LA HABANA, Cuba, mayo (173.203.82.38) – Dicen algunos que es bueno hablar de lo que uno teme a ver si nunca se materializa. Por eso, les confieso que me preocupa la posibilidad de que el castrismo sobreviva por muchas décadas a Fidel Castro. Puede que incluso el castrismo sin Fidel ni Raúl Castro triunfe un día en las urnas.

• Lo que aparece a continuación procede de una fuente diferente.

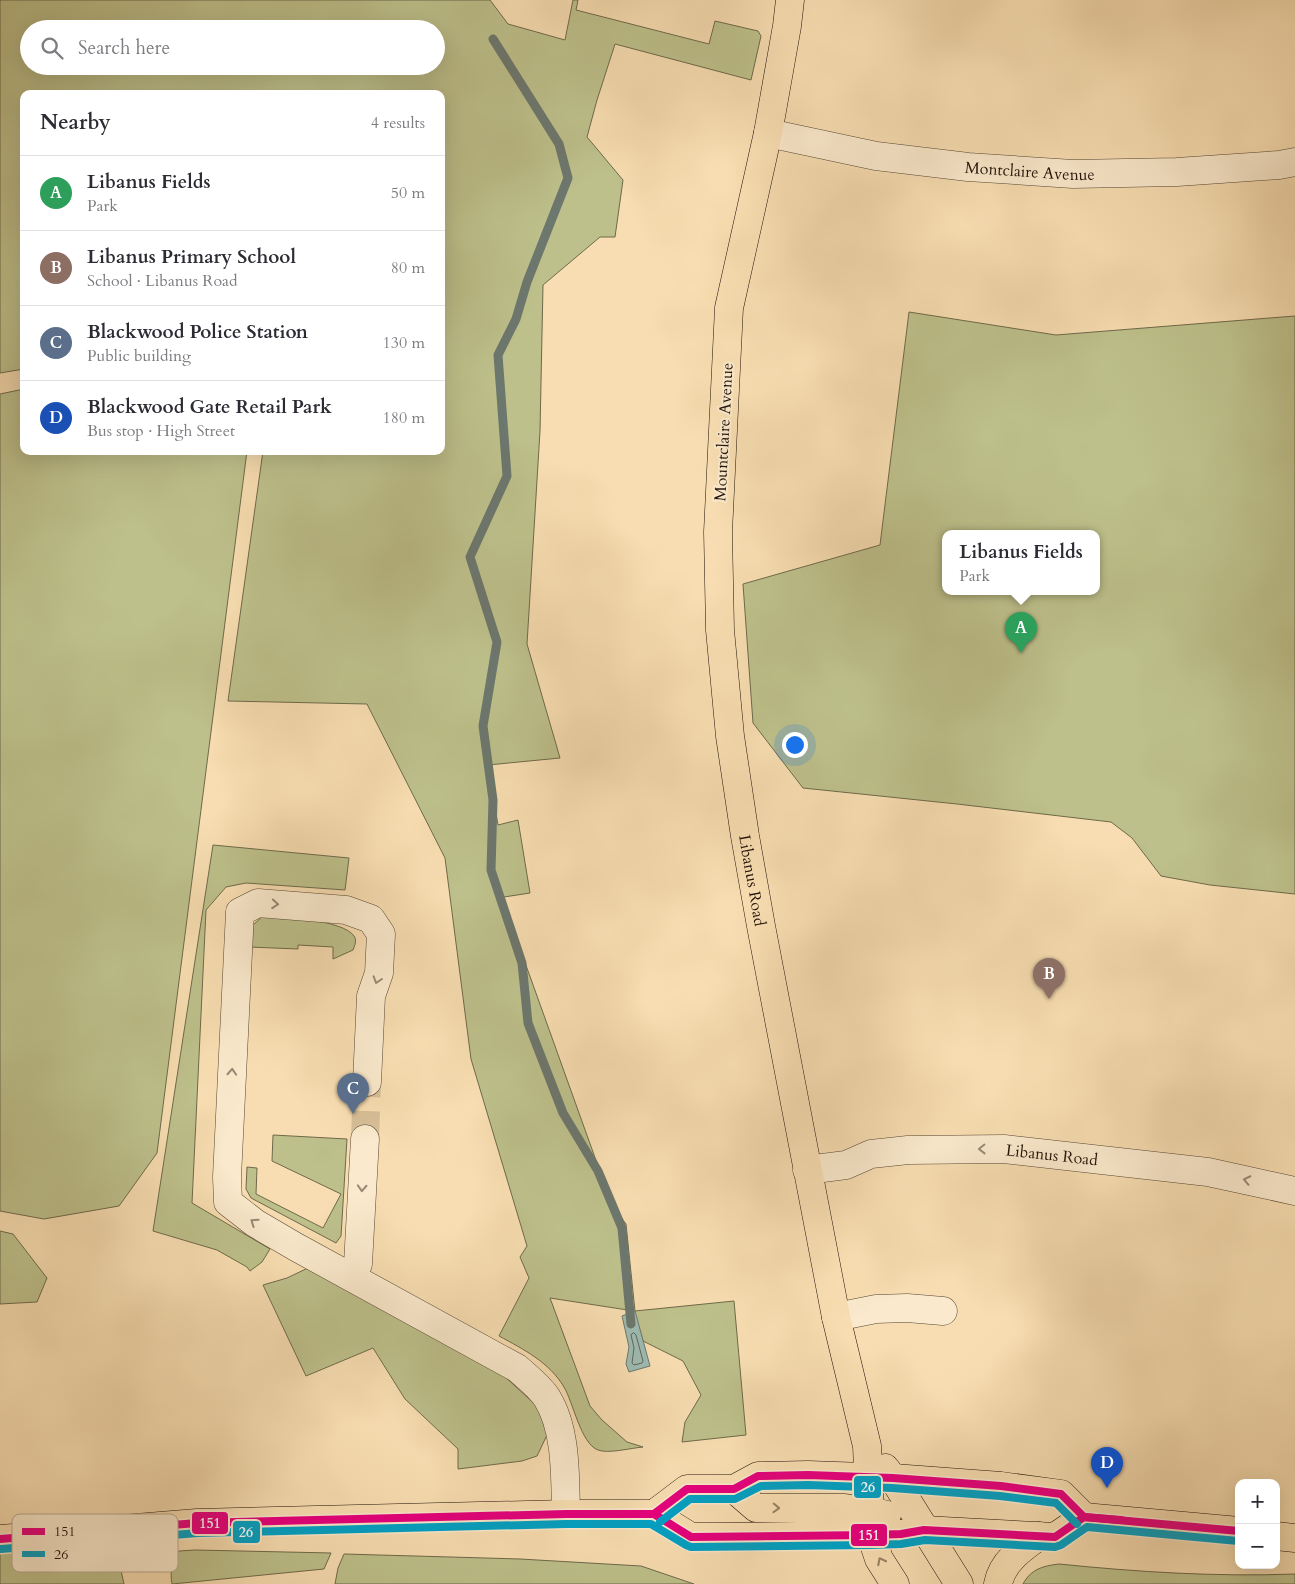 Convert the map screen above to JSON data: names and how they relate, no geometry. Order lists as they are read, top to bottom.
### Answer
{
  "streets": {
    "main road": ["Mountclaire Avenue", "Libanus Road"],
    "street": ["Montclaire Avenue"]
  },
  "crossings": [
    ["Montclaire Avenue", "Mountclaire Avenue"],
    ["Mountclaire Avenue", "Libanus Road"]
  ],
  "one_way": ["Libanus Road"],
  "lines": ["transit line 151", "transit line 26"],
  "legend": ["151", "26"],
  "page": {
    "search": "Search here",
    "heading": ["Nearby", "4 results"],
    "list": [
      {
        "mark": "A",
        "name": "Libanus Fields",
        "note": "Park",
        "value": "50 m"
      },
      {
        "mark": "B",
        "name": "Libanus Primary School",
        "note": "School · Libanus Road",
        "value": "80 m"
      },
      {
        "mark": "C",
        "name": "Blackwood Police Station",
        "note": "Public building",
        "value": "130 m"
      },
      {
        "mark": "D",
        "name": "Blackwood Gate Retail Park",
        "note": "Bus stop · High Street",
        "value": "180 m"
      }
    ],
    "popup": ["Libanus Fields", "Park"],
    "pins": [
      "A",
      "B",
      "C",
      "D"
    ],
    "map_buttons": ["+", "−"]
  }
} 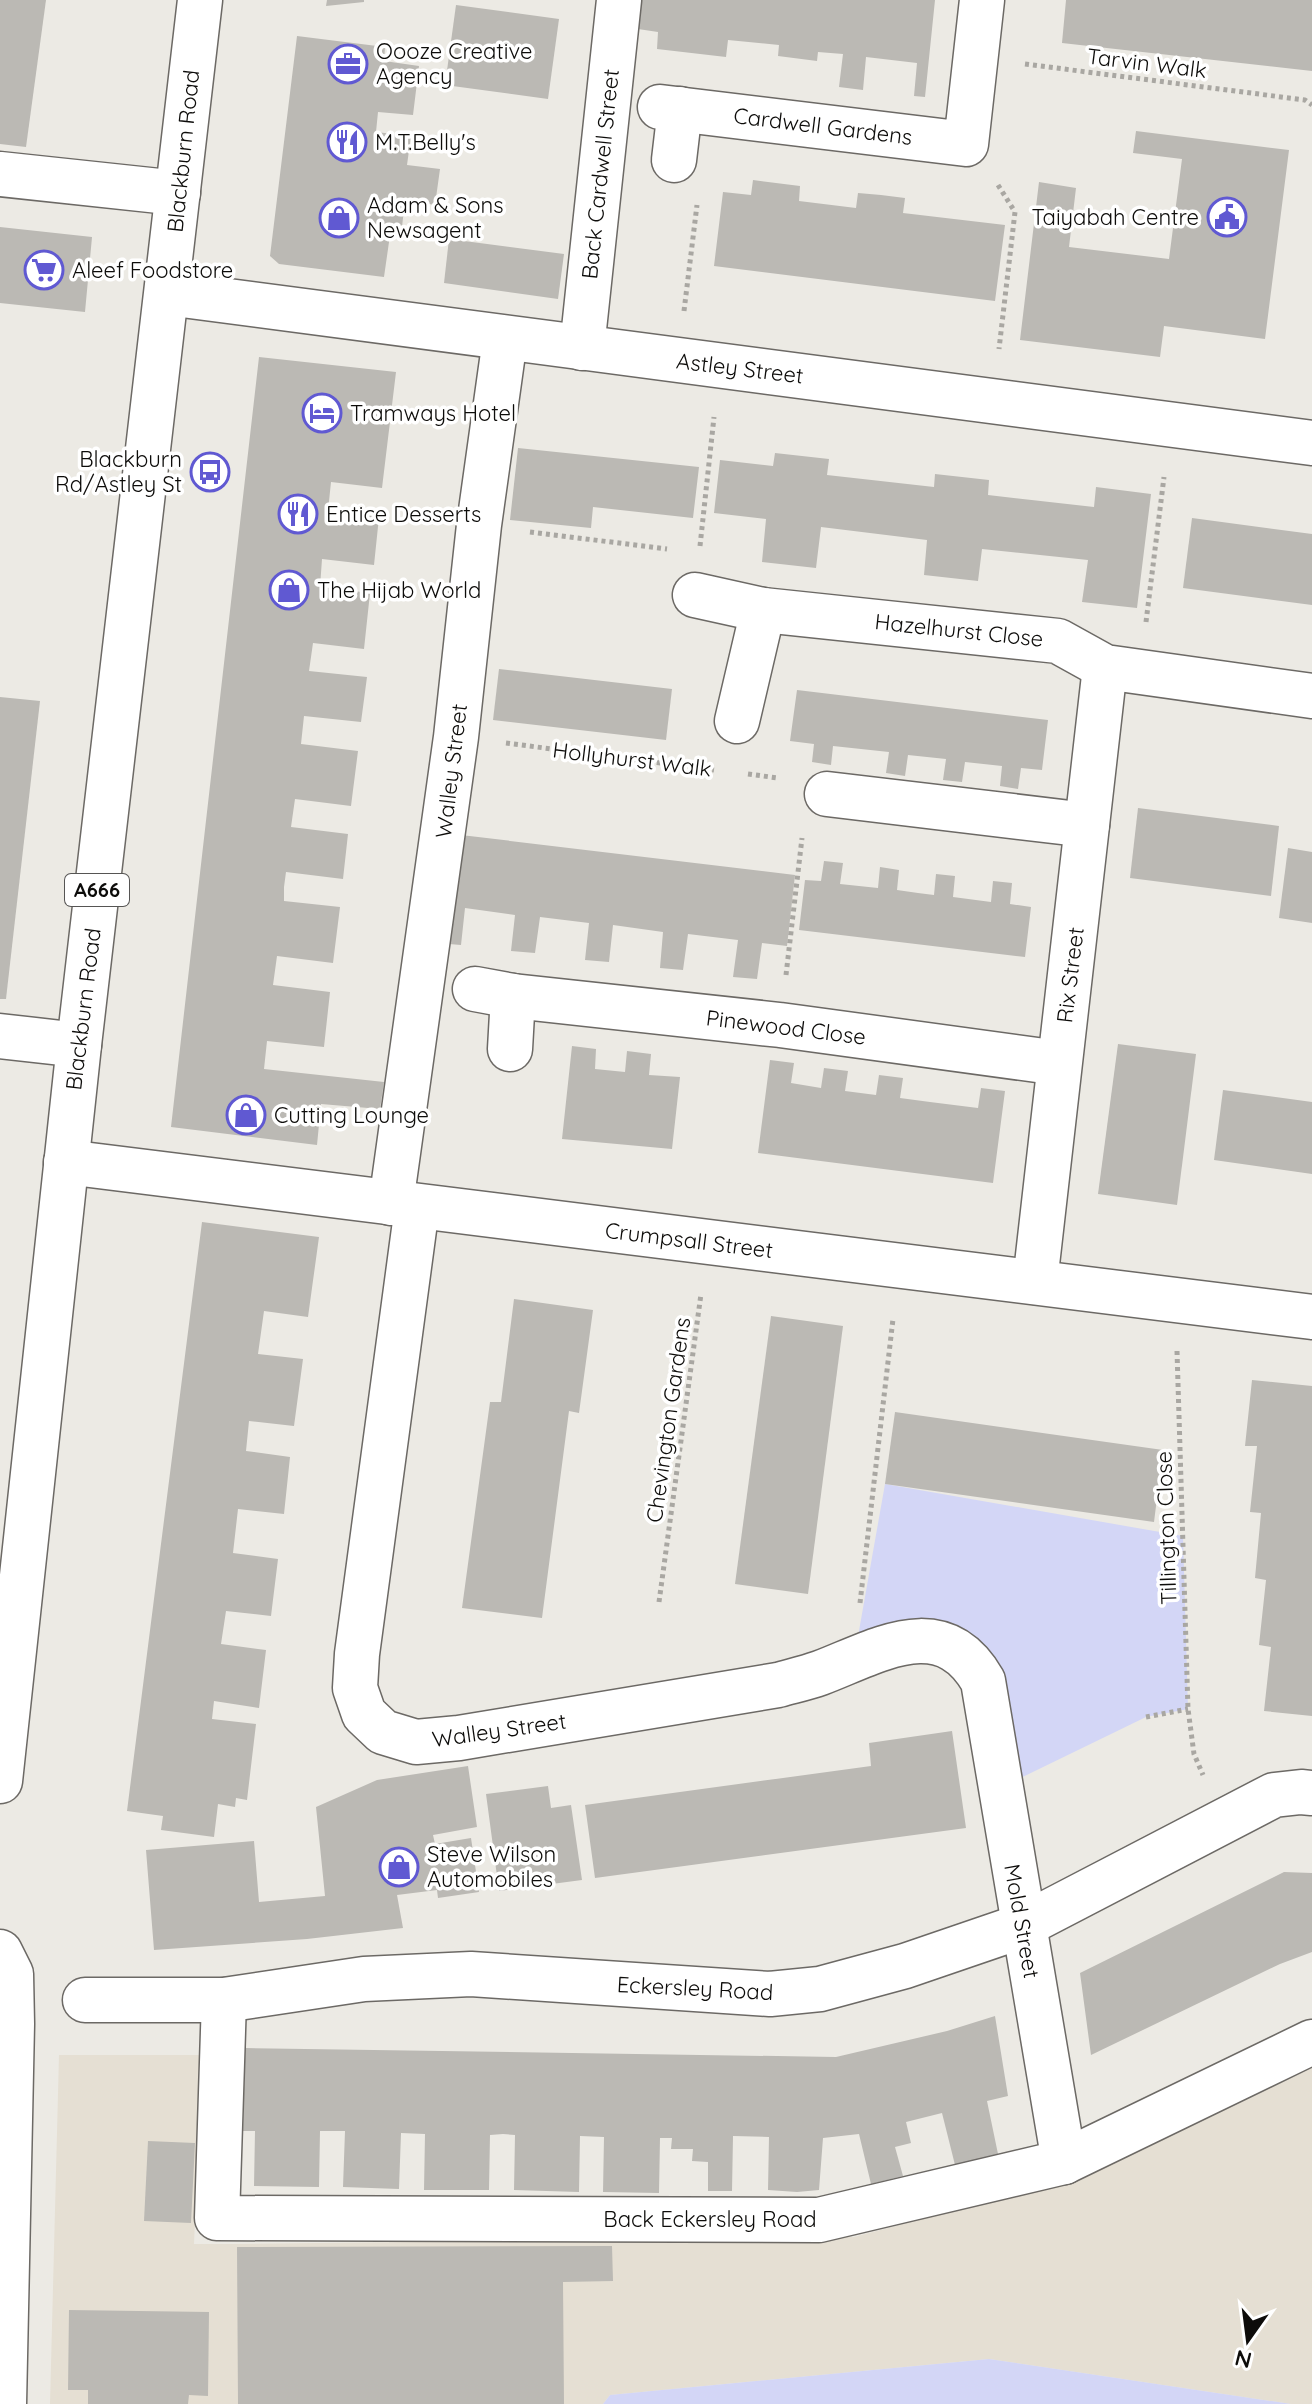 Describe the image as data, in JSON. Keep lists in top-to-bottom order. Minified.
{"streets":{"main road":["Cardwell Gardens","Blackburn Road","Back Cardwell Street","Astley Street","Hazelhurst Close","Walley Street","A666","Rix Street","Pinewood Close","Crumpsall Street","Mold Street","Eckersley Road","Back Eckersley Road"],"path":["Tarvin Walk","Hollyhurst Walk","Chevington Gardens","Tillington Close"]},"crossings":[["Blackburn Road","Astley Street"],["Blackburn Road","Crumpsall Street"],["Back Cardwell Street","Astley Street"],["Astley Street","Walley Street"],["Hazelhurst Close","Rix Street"],["Hollyhurst Walk","Walley Street"],["Walley Street","Crumpsall Street"],["Walley Street","Mold Street"],["Rix Street","Pinewood Close"],["Rix Street","Crumpsall Street"],["Crumpsall Street","Chevington Gardens"],["Crumpsall Street","Tillington Close"],["Mold Street","Eckersley Road"],["Mold Street","Back Eckersley Road"],["Eckersley Road","Back Eckersley Road"]],"places":{"office":["Oooze Creative Agency"],"restaurant":["M.T.Belly's","Entice Desserts"],"public building":["Taiyabah Centre"],"shop":["Adam & Sons Newsagent","The Hijab World","Cutting Lounge","Steve Wilson Automobiles"],"supermarket":["Aleef Foodstore"],"hotel":["Tramways Hotel"],"bus stop":["Blackburn Rd/Astley St"]},"north":"bottom"} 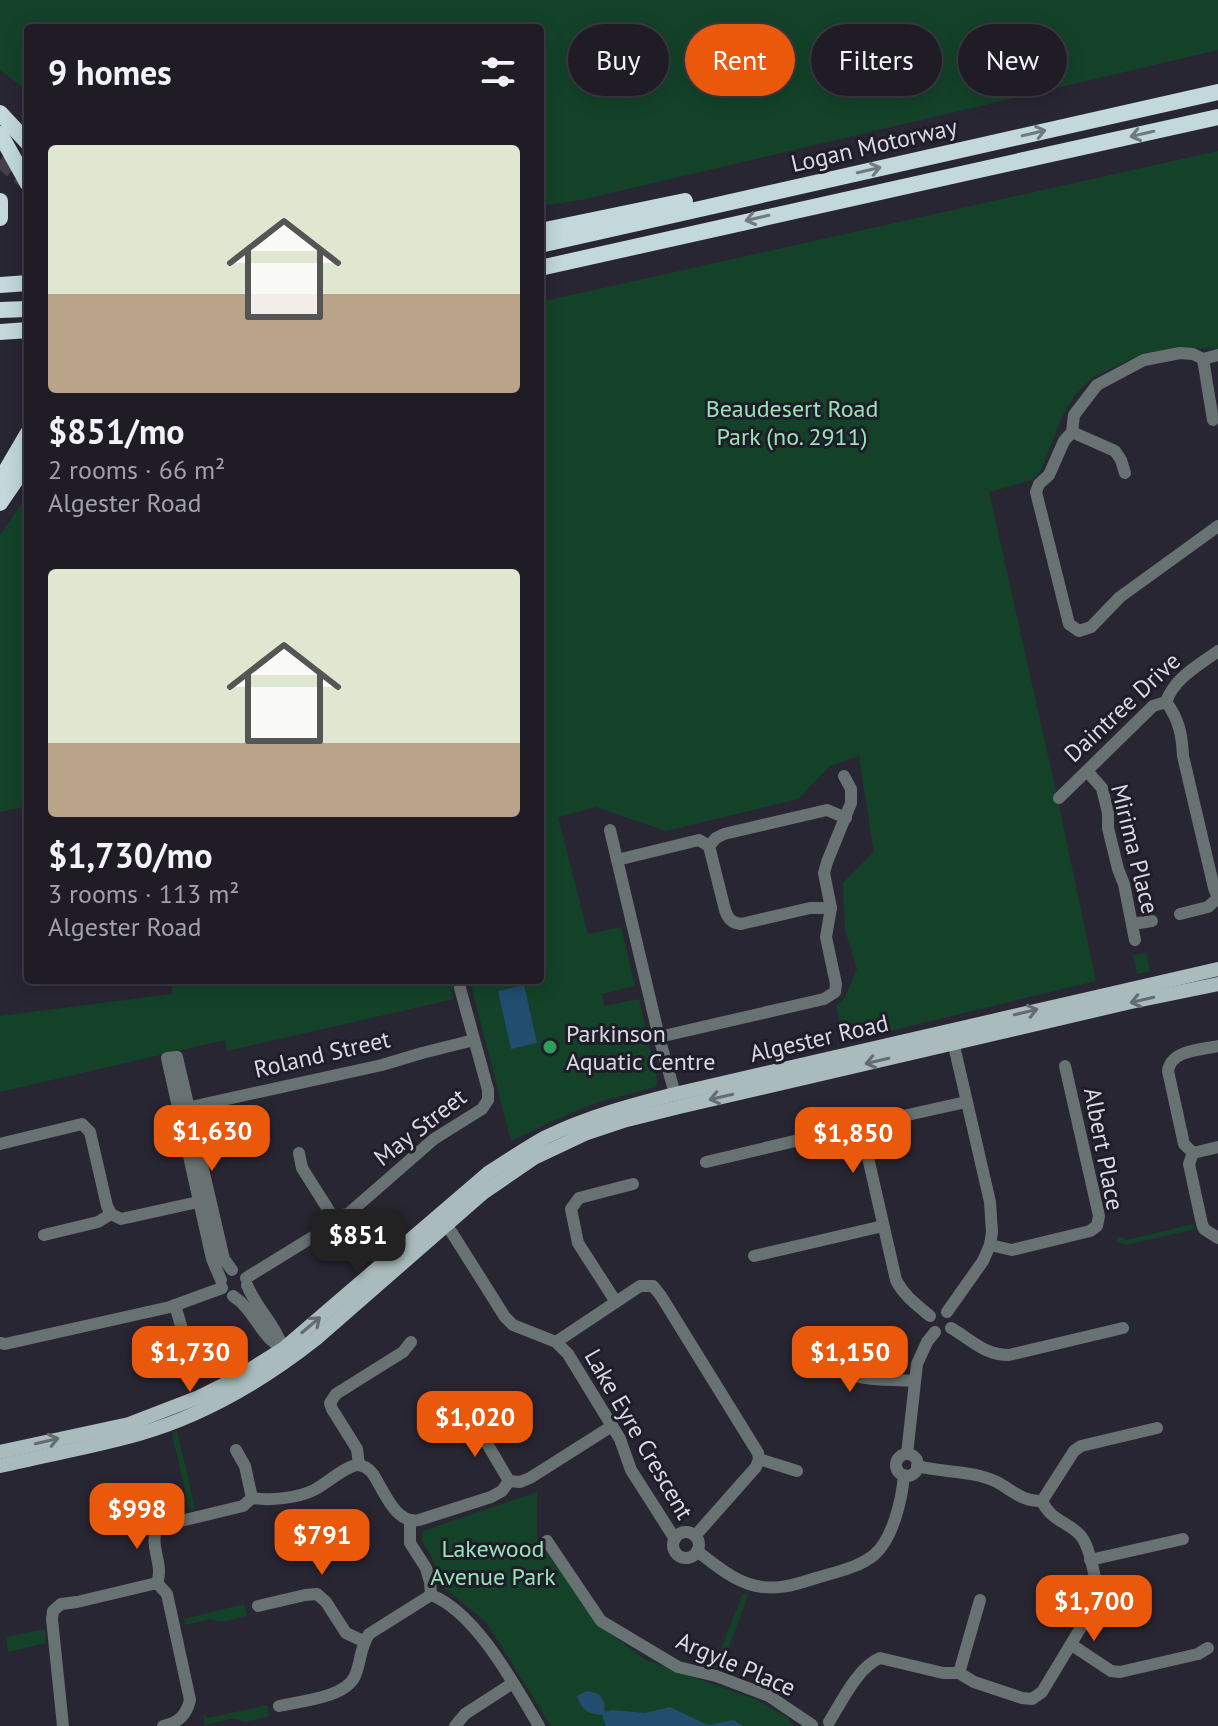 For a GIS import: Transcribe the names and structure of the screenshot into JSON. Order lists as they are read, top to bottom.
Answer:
{
  "streets": {
    "highway": ["Logan Motorway"],
    "main road": ["Algester Road"],
    "street": [
      "Daintree Drive",
      "Mirima Place",
      "Roland Street",
      "May Street",
      "Albert Place",
      "Lake Eyre Crescent",
      "Argyle Place"
    ]
  },
  "crossings": [
    ["Daintree Drive", "Mirima Place"],
    ["Algester Road", "Lake Eyre Crescent"],
    ["Roland Street", "May Street"]
  ],
  "parks": ["Beaudesert Road Park (no. 2911)", "Lakewood Avenue Park"],
  "places": ["Parkinson Aquatic Centre"],
  "page": {
    "chip": [
      "Buy",
      "Rent",
      "Filters",
      "New"
    ],
    "heading": "9 homes",
    "list": [
      {
        "name": "$851/mo",
        "note": "2 rooms · 66 m² · Algester Road"
      },
      {
        "name": "$1,730/mo",
        "note": "3 rooms · 113 m² · Algester Road"
      }
    ],
    "price": [
      "$1,630",
      "$1,850",
      "$851",
      "$1,730",
      "$1,150",
      "$1,020",
      "$998",
      "$791",
      "$1,700"
    ]
  }
}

Aún en unas elecciones democráticas, si es que algún día hay democracia en Cuba.
Me refiero a una de verdad, no al modelo de democracia priista o putineska que nos tienen reservado, bajo varias llaves y sellos, para el día que no tengan más movida que hacer, ciertos aparatchiks que sueñan ser los herederos, pero por ahora no se atreven a destaparse como reformistas.
¿Creen ustedes que habremos escarmentado definitivamente, y que para entonces no habrá suficientes ancianitos nostálgicos, masoquistas de atar, confundidos, desilusionados de ida y vuelta de todo e idealistas incorregibles y siempre insatisfechos?
Señalaba hace unos años Carlos Alberto Montaner que “en América Latina nadie jamás desaparece del todo, haga lo que haga, ni siquiera tras la muerte”. Para corroborarlo, ahí están los fenómenos (y las sucesivas reelecciones y reencarnaciones) del peronismo, el arnulfismo, el torrijismo, el sandinismo y el aprismo, entre otros.
Los peores, los que más daño hicieron a sus naciones, son los más persistentes en los retornos. Lo más triste y desconcertante, más que las momias de Perón y Evita, son sus legiones de fervorosos seguidores.
Ahora mismo, imposibilitado Alberto Fujimori de reelegirse por estar en prisión, su hija Keiko amaga con la restauración del fujimorismo en Perú. Si no lo logra, será porque Ollanta Humala le ganó en las elecciones. No sé cuál de las dos opciones será más desastrosa, si el Etnocacerismo cuartelario, camorrista y cromañónico de Humala, o el fujimorismo sin Alberto Fujimori ni Vladimiro Montesinos de Keiko.
El dilema es tan duro que hasta Mario Vargas Llosa, un hombre que no suele disparatar, sino todo lo contrario, ya adelantó que antes de votar por Keiko, lo hará por Humala, aunque sin entusiasmo ni alegría. Entonces, me pregunto, por qué no se abstuvo, desencantado con el inusual patinazo de mi siempre muy admirado Don Mario.
El ejemplo es sólo para ilustrar hasta dónde nos puede arrastrar a los latinoamericanos esta manía por revivir las pesadillas. O meternos de cabeza en una por huir de otra. Pero esto es pura divagación. Es sólo por si acaso. Hablé del asunto por lo que expliqué al principio. Ojala estén errados los que dicen que cuando uno habla mucho de sus temores, eso ayuda a que se corporicen. Ni que Dios lo quiera. Cruzo los dedos. Toco madera. ¡Solavaya!